This video here poses a question about being able to 'spot the autism' . I did right away, but I will post it and continue with my writing below so you can take a moment to watch it, so as I don't give away my point.
Were you able to see it? I found this on a FB page about autism. The page owner said she had experience with autism for over 25 years and couldn't spot the autistic child in the video until it was pointed out to her. I interjected that I could right away and attempted to explain why in one or two sentences. The entire thread continued on about services being so wonderful and inclusion and latidah.... everyone putting in their two cents about how they could never ever tell... completely ignoring the fact that I said anything. Apparently, they don't acknowledge any autism unless it fits their definition of what they think autism is and me and my words weren't it, as well as this little girl's actions. The girl in the video could have been me as a child easily. She is not behaving non-autisticly. She is copying NT behavior. That is how I can tell she was on the spectrum, immediately. She is me as a child, and even now as adult. Watch carefully, and you'll see that she is always one second behind everyone else. She pauses and looks around to see what she is supposed to be doing in that moment, then does it. She is becoming a master chameleon. When in doubt, just follow along, as been my motto for my whole life. I can fit into any situation that I need to by smiling and mirroring. It isn't natural. It never will be. That's why socializing with others is so tiring and difficult. It's like doing a huge math problem in my head.

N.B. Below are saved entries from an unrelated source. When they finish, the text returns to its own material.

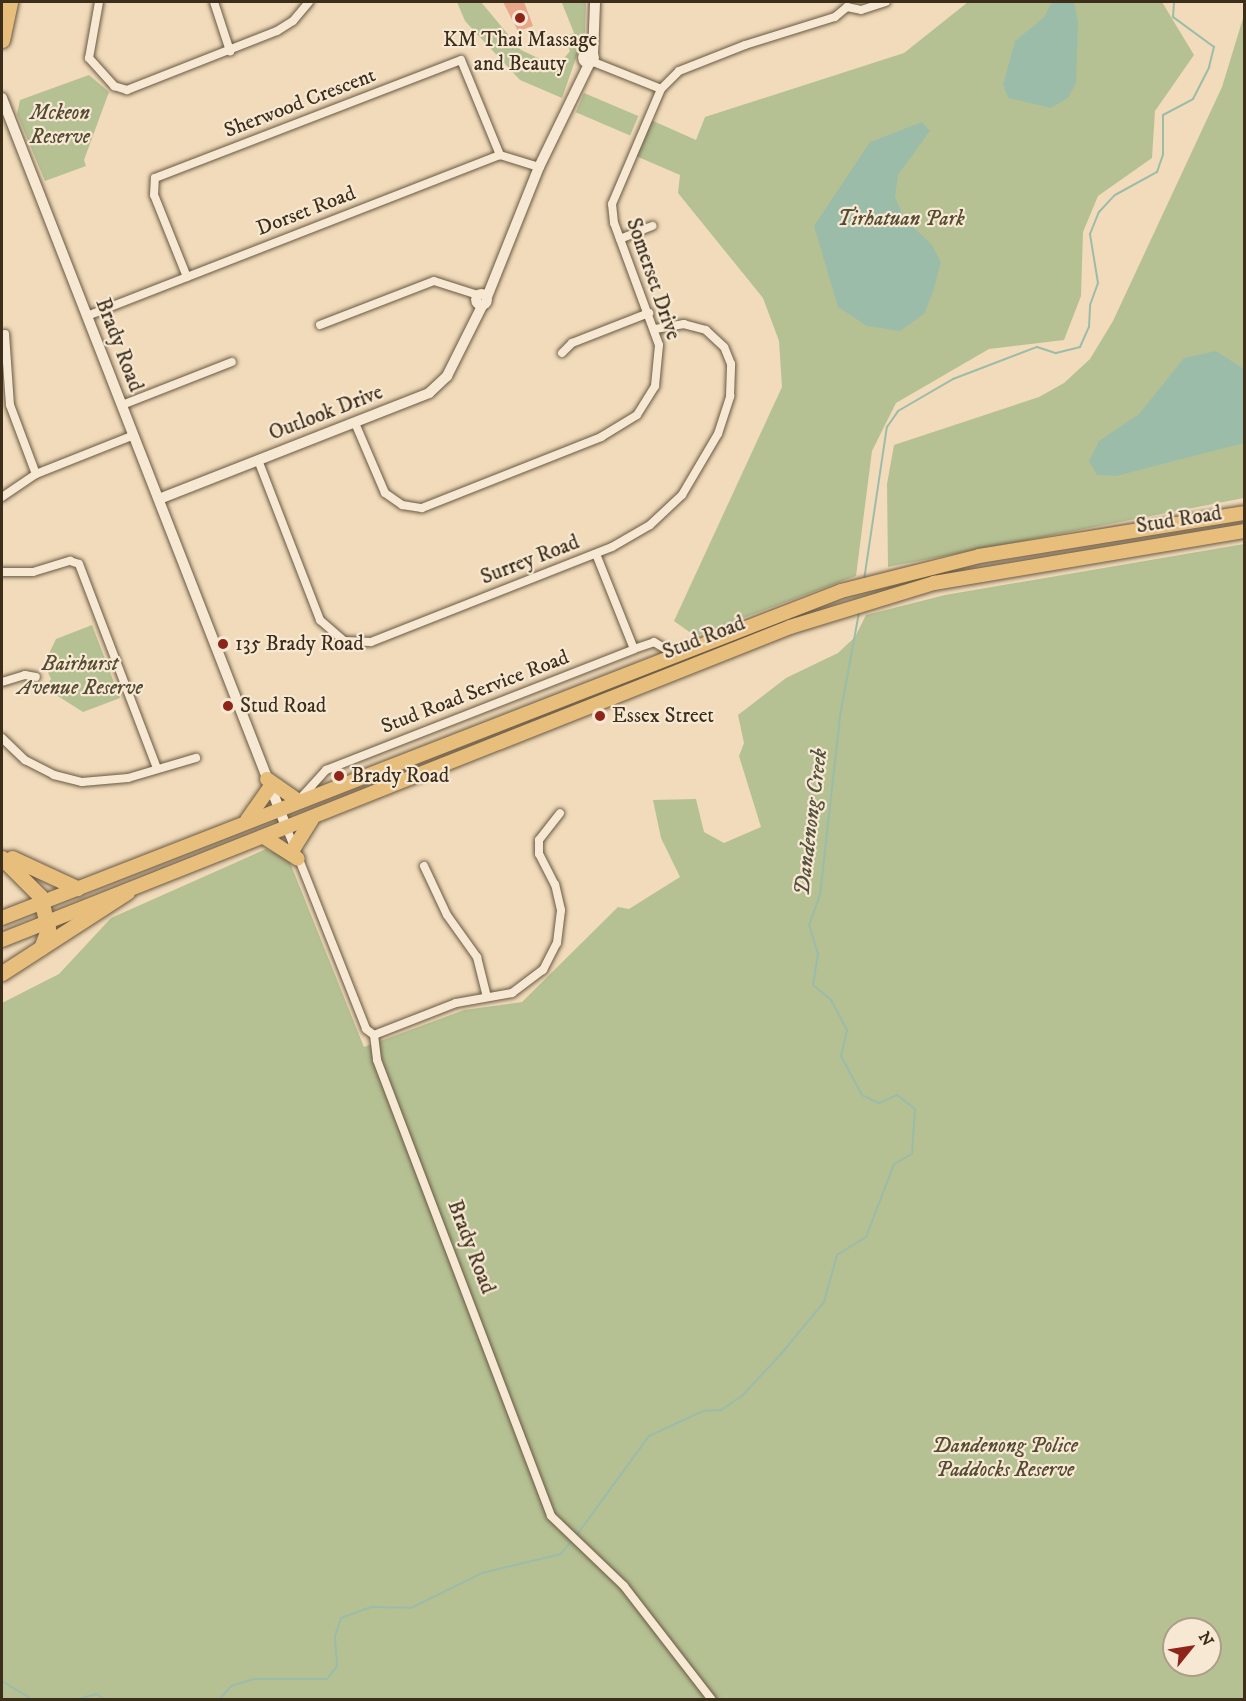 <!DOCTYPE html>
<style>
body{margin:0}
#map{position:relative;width:1246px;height:1701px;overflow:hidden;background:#f1dbba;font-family:"IM FELL DW Pica",serif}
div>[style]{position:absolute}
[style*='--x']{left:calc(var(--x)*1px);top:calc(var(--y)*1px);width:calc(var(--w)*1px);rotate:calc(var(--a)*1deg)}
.green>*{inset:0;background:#b5c193;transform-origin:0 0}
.water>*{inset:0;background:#9cbcaa}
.stream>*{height:2px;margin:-1px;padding:0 1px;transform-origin:1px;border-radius:1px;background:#9cbcaa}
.building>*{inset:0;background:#e7a788}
.roads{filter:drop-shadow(0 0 2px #695943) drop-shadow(0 0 2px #695943)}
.minor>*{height:8px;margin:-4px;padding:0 4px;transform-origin:4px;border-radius:4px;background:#f6e8d2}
.tertiary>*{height:10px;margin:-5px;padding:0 5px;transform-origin:5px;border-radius:5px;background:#f6e8d2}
.tertiary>.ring{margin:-5px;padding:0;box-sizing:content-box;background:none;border:10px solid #f6e8d2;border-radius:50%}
.secondary>*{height:10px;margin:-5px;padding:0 5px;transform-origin:5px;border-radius:5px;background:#f6e8d2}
.trunk>*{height:14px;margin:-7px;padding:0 7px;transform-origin:7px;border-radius:7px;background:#e8be7d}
.motorway>*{height:15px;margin:-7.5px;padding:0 7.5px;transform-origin:7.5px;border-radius:7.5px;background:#e8be7d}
.dots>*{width:16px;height:16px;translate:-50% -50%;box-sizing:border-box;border:3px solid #f6e8d2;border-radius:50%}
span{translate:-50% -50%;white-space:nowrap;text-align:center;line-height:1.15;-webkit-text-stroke:4.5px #f6e8d2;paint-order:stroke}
.poi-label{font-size:21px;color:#3c2e1b}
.left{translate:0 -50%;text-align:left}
.street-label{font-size:21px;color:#3c2e1b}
.park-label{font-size:21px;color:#544b33;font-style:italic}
.water-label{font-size:22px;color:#54523f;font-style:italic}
.frame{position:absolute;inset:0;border:3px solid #3c2e1b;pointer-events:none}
.north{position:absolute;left:1162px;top:1617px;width:60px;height:60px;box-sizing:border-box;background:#f6e8d2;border:2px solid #ac9e89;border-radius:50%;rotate:60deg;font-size:16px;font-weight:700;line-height:24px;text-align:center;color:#3c2e1b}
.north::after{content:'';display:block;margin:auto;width:21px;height:27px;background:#8f2418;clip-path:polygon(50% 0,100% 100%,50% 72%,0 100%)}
</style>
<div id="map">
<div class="green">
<i style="clip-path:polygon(457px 2px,481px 2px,521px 50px,557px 67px,570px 51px,564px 37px,574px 33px,562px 3px,586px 2px,585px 32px,562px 98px,520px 80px,465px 21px)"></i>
<i style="clip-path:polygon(968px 2px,1162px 2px,1194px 55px,1155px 111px,1152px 158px,1098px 196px,1083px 232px,1081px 296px,1064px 340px,989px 349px,896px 403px,872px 451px,856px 576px,695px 636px,674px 621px,782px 387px,779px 341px,763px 298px,678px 193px,680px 175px,636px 156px,651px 120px,696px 140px,705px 117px,904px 53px)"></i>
<i style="clip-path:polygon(1244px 15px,1244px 498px,888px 567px,887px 484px,894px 445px,1039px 397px,1064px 383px,1090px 359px,1113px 321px,1222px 87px)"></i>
<i style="clip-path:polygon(89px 75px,109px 92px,84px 160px,86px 166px,45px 181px,17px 114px,20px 100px)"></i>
<i style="left:584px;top:93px;width:59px;height:21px;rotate:23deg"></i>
<i style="clip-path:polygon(evenodd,1244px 544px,1244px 1699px,2px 1699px,2px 1003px,59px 974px,111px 918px,266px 849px,289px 860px,364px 1047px,464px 1010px,522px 1002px,618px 907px,629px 909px,680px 877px,661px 838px,653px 800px,696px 799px,704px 832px,724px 843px,761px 827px,739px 756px,744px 743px,738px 715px,786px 678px,838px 653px,855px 637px,866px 615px,945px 595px,1244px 544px,1174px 1629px,1210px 1629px,1210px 1665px,1174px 1665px,1174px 1629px)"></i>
<i style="clip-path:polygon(92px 625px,120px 698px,83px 712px,45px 688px,51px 679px,44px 664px,56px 639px)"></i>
</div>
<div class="water">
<i style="clip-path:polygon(1052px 2px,1074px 2px,1078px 21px,1076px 83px,1068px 98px,1051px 108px,1008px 98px,1003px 85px,1015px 41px,1044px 17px)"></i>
<i style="clip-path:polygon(922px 122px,930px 131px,898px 175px,895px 197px,904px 218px,932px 245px,941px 262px,933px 292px,924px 314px,900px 331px,867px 326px,838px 307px,814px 226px,870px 142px)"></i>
<i style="clip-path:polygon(1216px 351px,1244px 369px,1244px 443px,1116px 476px,1097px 475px,1089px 461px,1099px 441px,1139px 414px,1184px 358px)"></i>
</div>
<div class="stream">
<i style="--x:864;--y:580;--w:155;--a:-81.5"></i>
<i style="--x:887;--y:427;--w:19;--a:-55"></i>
<i style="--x:898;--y:411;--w:64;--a:-30.2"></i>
<i style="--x:953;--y:379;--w:90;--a:-20.9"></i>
<i style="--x:1037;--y:347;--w:20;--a:18"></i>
<i style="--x:1056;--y:353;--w:25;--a:-14"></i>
<i style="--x:1080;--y:347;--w:22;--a:-66"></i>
<i style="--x:1089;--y:327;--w:22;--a:-87"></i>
<i style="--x:1090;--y:305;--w:23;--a:-70"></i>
<i style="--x:1098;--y:283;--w:50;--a:-99.3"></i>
<i style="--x:1090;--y:234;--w:24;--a:-68"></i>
<i style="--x:1099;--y:212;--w:23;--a:-47"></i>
<i style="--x:1115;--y:195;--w:48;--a:-28.7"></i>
<i style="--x:1157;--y:172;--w:18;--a:-71"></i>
<i style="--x:1163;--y:155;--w:40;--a:-90"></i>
<i style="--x:1163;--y:115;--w:34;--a:-28"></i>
<i style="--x:1193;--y:99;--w:36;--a:-63"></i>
<i style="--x:1209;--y:67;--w:21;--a:-76"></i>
<i style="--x:1214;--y:47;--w:51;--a:-143.8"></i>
<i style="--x:1173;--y:17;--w:15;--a:-86"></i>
<i style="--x:576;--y:1536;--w:124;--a:-53.9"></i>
<i style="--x:649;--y:1436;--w:60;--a:-24.8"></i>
<i style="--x:703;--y:1411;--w:18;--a:-3"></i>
<i style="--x:721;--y:1410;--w:25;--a:-34"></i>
<i style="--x:742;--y:1396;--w:57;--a:-47.1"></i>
<i style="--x:781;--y:1354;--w:67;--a:-50.4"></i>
<i style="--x:824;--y:1302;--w:49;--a:-74.5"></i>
<i style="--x:837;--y:1255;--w:34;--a:-32"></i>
<i style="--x:866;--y:1237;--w:78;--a:-69"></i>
<i style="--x:894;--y:1164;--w:21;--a:-29"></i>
<i style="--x:912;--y:1154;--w:45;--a:-86.2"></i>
<i style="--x:915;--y:1109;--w:23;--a:-142"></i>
<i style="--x:897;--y:1095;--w:20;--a:156"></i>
<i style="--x:879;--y:1103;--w:19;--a:-155"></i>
<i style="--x:862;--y:1095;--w:44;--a:-118.3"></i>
<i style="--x:841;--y:1056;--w:27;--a:-77"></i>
<i style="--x:847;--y:1030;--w:34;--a:-118"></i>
<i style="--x:831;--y:1000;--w:23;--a:-140"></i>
<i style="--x:813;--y:985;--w:31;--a:-81"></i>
<i style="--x:818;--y:954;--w:30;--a:-107"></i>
<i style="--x:809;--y:925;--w:32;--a:-70"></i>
<i style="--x:820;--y:895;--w:180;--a:-83.6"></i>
<i style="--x:840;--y:716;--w:106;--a:-79.6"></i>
<i style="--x:2;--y:1681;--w:37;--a:31"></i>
<i style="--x:75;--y:1700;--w:22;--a:-16"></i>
<i style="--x:96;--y:1694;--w:13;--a:29"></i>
<i style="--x:219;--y:1700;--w:18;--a:-49"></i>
<i style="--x:231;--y:1686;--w:24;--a:-17"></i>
<i style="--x:254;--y:1679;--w:73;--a:0"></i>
<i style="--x:327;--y:1679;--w:16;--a:-52"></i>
<i style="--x:337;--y:1666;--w:30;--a:-94"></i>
<i style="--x:335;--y:1636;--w:19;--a:-72"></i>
<i style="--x:341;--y:1618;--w:33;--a:-20"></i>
<i style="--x:372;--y:1607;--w:39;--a:1"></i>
<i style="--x:411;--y:1608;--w:79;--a:-26.2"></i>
<i style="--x:482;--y:1573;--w:81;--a:-13.5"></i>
<i style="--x:561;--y:1554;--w:18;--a:-52"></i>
</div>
<div class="building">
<i style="clip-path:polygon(503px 2px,524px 2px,533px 26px,518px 31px)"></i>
</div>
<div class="roads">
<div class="minor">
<i style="--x:99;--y:2;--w:57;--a:100.1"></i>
<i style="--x:89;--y:58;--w:38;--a:48"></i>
<i style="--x:114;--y:86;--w:14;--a:17"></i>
<i style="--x:127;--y:90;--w:161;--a:-21.5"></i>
<i style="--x:277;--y:31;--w:19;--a:-32"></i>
<i style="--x:293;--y:21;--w:25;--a:-50"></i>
<i style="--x:214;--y:2;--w:52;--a:71.9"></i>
<i style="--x:591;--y:61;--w:75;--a:21.8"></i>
<i style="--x:620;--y:239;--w:35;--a:-22"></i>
<i style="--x:187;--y:277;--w:88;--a:-111.9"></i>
<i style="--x:154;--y:195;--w:17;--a:-87"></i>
<i style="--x:155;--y:178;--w:328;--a:-21.1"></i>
<i style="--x:461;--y:60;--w:103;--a:67.7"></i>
<i style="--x:87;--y:316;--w:443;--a:-21.3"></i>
<i style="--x:500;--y:155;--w:41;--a:17.1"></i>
<i style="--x:320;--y:325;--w:122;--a:-21.1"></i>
<i style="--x:434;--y:281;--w:46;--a:17.7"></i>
<i style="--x:5;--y:334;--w:71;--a:86"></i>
<i style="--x:10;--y:405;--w:74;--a:69.4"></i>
<i style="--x:562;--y:353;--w:14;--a:-45"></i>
<i style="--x:572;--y:343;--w:83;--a:-21.3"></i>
<i style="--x:122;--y:405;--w:118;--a:-21.4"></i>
<i style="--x:355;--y:423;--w:76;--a:66.8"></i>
<i style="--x:385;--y:493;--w:21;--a:35"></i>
<i style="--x:402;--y:505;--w:20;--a:9"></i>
<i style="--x:422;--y:508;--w:193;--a:-21.6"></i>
<i style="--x:601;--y:437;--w:42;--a:-31.4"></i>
<i style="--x:637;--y:415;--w:34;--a:-58"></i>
<i style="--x:655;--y:386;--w:41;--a:-84.4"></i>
<i style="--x:659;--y:345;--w:130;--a:-110.2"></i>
<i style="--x:614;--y:223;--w:19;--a:-96"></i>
<i style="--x:612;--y:204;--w:125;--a:-66.9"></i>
<i style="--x:661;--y:89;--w:25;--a:-45"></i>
<i style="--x:679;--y:71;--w:71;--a:-21.5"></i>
<i style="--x:745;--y:45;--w:94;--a:-17.3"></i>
<i style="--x:835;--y:17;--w:16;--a:-40"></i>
<i style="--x:847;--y:7;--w:14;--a:12"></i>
<i style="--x:861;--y:10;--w:26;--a:-18"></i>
<i style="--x:258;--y:460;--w:172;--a:68.8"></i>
<i style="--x:320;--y:620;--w:32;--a:41"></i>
<i style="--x:344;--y:641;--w:27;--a:2"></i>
<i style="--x:371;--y:642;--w:259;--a:-21.5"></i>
<i style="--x:612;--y:547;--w:44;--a:-30.1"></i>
<i style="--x:650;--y:525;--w:44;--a:-43.2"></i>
<i style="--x:682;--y:495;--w:71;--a:-59.5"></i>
<i style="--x:718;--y:434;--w:40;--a:-72"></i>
<i style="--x:730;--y:396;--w:32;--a:-88"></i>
<i style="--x:731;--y:364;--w:18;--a:-112"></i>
<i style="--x:724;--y:347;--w:25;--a:-137"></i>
<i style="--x:706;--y:330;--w:23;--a:-165"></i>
<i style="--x:684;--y:324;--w:29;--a:170"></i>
<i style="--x:2;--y:497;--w:41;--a:-34.1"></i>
<i style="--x:36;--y:474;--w:105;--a:-21.7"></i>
<i style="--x:596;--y:554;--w:102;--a:68.2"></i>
<i style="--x:2;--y:572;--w:31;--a:0"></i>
<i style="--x:33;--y:572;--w:39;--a:-17"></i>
<i style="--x:70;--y:561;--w:9;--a:18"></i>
<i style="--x:79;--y:564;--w:218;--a:69.1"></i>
<i style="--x:2;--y:682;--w:24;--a:-17"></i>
<i style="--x:25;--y:675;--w:11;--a:10"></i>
<i style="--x:2;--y:738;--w:32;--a:44"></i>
<i style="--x:25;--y:760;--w:33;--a:27"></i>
<i style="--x:54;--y:775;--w:29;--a:14"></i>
<i style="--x:82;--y:782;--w:46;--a:-5"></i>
<i style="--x:128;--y:778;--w:71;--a:-16.4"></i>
<i style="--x:298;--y:801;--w:42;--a:-47.9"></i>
<i style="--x:326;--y:770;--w:331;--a:-21.4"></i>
<i style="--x:634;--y:649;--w:21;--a:-19"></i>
<i style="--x:654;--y:642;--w:23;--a:31"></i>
<i style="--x:287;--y:829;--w:215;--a:68.4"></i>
<i style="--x:366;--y:1029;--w:10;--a:37"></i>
<i style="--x:424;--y:866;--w:54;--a:64.9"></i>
<i style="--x:447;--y:915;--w:52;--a:54.5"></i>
<i style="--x:477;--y:957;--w:41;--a:76"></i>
<i style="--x:374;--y:1035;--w:25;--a:83"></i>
<i style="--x:377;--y:1060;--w:488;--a:69.1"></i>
<i style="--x:551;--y:1516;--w:101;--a:43.8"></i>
<i style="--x:624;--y:1586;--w:144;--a:52.3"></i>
<i style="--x:374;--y:1035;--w:88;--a:-21.3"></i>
<i style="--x:456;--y:1003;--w:57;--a:-10.1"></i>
<i style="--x:512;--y:993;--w:39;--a:-37"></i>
<i style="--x:543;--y:970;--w:30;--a:-63"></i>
<i style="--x:557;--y:943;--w:33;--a:-83"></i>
<i style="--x:561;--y:910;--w:26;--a:-103"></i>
<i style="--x:555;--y:885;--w:35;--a:-117"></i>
<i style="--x:539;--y:854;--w:14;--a:-90"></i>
<i style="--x:539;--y:840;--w:34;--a:-52"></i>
</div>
<div class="tertiary">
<i class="ring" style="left:582.5px;top:51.5px;width:1px;height:1px"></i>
<i style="--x:593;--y:55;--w:53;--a:-87.8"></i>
<i class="ring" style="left:475.5px;top:293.5px;width:1px;height:1px"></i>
<i style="--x:487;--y:297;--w:140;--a:-68.2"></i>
<i style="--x:539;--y:167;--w:117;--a:-64.1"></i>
<i style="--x:159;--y:499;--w:290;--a:-21.4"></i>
<i style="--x:429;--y:393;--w:25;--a:-43"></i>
<i style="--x:447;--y:376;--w:80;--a:-63.4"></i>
</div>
<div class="secondary">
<i style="--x:2;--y:98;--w:785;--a:68.7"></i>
</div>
<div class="trunk">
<i style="--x:267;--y:779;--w:38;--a:35"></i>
<i style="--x:247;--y:820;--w:40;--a:-55.1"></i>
<i style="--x:264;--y:837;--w:40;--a:32.9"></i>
<i style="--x:294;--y:848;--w:34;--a:-58"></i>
<i style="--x:2;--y:918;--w:900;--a:-21.29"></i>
<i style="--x:841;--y:591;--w:142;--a:-14.2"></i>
<i style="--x:979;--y:556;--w:268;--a:-9.2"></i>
<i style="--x:2;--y:940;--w:848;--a:-21.66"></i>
<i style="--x:790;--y:627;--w:151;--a:-17"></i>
<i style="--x:934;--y:583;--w:314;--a:-9.5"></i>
</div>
<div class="motorway">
<i style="--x:2;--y:40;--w:39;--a:-78"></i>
<i style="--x:2;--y:858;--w:54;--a:45"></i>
<i style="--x:40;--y:896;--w:34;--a:76"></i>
<i style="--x:48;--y:929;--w:20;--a:110"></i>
<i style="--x:12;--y:858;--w:72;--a:24.8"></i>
<i style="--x:2;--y:973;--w:149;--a:-32.9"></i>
</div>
</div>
<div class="dots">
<i style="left:520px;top:18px;background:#8f2418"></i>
<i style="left:223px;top:644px;background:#8f2418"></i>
<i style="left:228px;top:706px;background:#8f2418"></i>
<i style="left:600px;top:716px;background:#8f2418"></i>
<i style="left:339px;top:776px;background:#8f2418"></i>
</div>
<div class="poi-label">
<span style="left:520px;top:52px">KM Thai Massage<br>and Beauty</span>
<span class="left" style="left:235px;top:644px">135 Brady Road</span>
<span class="left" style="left:240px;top:706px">Stud Road</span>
<span class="left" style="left:612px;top:716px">Essex Street</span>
<span class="left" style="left:351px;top:776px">Brady Road</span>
</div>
<div class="street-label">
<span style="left:300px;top:103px;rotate:-21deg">Sherwood Crescent</span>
<span style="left:306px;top:211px;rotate:-21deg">Dorset Road</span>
<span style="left:653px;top:279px;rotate:71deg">Somerset Drive</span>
<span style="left:119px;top:345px;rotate:69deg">Brady Road</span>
<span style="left:326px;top:413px;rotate:-21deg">Outlook Drive</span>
<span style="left:1179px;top:520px;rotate:-9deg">Stud Road</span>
<span style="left:530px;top:560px;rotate:-21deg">Surrey Road</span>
<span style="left:704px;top:638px;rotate:-21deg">Stud Road</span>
<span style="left:475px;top:692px;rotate:-21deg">Stud Road Service Road</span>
<span style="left:471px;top:1247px;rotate:69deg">Brady Road</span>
</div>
<div class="park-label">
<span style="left:60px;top:125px">Mckeon<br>Reserve</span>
<span style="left:901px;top:219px">Tirhatuan Park</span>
<span style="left:80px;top:676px">Bairhurst<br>Avenue Reserve</span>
<span style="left:1005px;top:1458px">Dandenong Police<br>Paddocks Reserve</span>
</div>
<div class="water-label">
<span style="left:811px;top:822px;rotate:-83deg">Dandenong Creek</span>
</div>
<div class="frame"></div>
<div class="north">N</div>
</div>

Don't get me wrong. I don't think that that inclusion is a bad thing, or that ASD kids can't be taught social skills. I think inclusion is great and we can most definitely learn social skills, but it's not ever going to be second nature to us. All I am saying is please don't ever think that if ASD kids are force fitted into social situations we will by osmosis become more typical, because that's not what necessarily happens. We may learn to fake it more, but it will always be an act. As for the original intent of the video, I really don't see where schools try to exclude kids with autism. I've always had the opposite problem, which is getting schools to address my son's (Bubby, because he is more like the girl in this video) autism. That's another post for another day, though!